The tenure commission’s finding of reasonable and just cause to reduce Lewis’s discipline from discharge to a lengthy suspension without pay was not arbitrary or capricious, or an abuse of discretion, and it was supported by competent, material, and substantial evidence on the whole record. The tenure commission differed with the hearing officer’s conclusions only with regard to the appropriate level of discipline, and it gave several reasons for its decision to modify the hearing officer’s recommendation and impose a less severe penalty.

Lewis’s involvement in the community and his teaching record militated against termination. Teachers and former students praised Lewis’s teaching ability, and described him as an exceptional teacher and coach. The tenure commission observed that Lewis’s record “show[ed] numerous examples of a teacher who went well above and beyond what was required.” Although the hearing officer found that several of the factors articulated in Szopo, supra, supported discharge, other factors weighed in Lewis’s favor. Lewis’s motive in giving the air gun to the student was not malicious, no actual harm resulted, and Lewis had no previous violations of the school’s weapons policy. Lewis took responsibility for his actions and stated that he would not repeat the misconduct in the future. Id.

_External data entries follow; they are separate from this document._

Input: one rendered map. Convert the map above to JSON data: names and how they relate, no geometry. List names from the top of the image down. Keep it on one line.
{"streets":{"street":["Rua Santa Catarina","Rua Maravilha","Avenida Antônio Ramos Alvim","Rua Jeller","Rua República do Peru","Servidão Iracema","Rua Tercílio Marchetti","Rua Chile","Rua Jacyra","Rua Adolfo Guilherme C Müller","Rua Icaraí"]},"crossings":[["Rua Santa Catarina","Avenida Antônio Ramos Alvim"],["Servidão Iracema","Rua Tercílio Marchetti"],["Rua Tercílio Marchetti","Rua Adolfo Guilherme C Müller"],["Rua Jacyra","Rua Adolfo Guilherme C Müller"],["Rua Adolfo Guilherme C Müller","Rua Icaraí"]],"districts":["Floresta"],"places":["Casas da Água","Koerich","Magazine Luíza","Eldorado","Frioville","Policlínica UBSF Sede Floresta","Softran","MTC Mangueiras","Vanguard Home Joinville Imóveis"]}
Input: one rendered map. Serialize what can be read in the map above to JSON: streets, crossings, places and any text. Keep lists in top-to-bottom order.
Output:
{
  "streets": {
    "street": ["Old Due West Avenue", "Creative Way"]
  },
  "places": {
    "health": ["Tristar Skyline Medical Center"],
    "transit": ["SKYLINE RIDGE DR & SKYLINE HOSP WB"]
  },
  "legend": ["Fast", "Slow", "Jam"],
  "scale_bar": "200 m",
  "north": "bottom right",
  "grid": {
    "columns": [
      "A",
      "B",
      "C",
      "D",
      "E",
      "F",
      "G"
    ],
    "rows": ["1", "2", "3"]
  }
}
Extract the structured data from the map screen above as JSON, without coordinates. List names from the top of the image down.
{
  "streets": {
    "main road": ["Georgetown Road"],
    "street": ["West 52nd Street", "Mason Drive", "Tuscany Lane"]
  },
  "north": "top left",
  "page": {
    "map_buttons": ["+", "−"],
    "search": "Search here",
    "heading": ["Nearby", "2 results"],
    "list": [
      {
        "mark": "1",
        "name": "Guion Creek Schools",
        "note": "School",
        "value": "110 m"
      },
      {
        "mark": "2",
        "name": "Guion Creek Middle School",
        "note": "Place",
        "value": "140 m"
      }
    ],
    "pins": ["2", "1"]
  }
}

*498Additionally, the tenure commission’s application of progressive discipline principles favored a more lenient penalty than discharge. Although Lewis’s record showed that he had exercised poor judgment on numerous occasions, he received only reprimands for all but one of the previous incidents. The only formal discipline imposed was a two-day suspension. This is Lewis’s second offense, for which the tenure commission suspended him for more than one year. This escalation from the first-offense, two-day suspension was reasonable.

The tenure commission acted within its authority in concluding that Lewis’s misconduct did not constitute reasonable and just cause for discharge, and reducing the penalty to a lengthy suspension. Lakeshore, supra. The evidence militating against discharge was undisputed, and it was competent and substantial. All of the tenure commission’s reasons for imposing a punishment short of termination are adequately grounded in the record.

Affirmed.

I dissented and stated that the tenure commission’s application of a de novo standard of review was proper.

The Supreme Court reversed this Court’s judgment “because the teacher tenure act, MCL 38.101 et seq., does not require the State Tenure Commission to apply a ‘clear error,’ rather than a ‘de novo’ standard of review to its consideration of the preliminary decisions of administrative law judges.”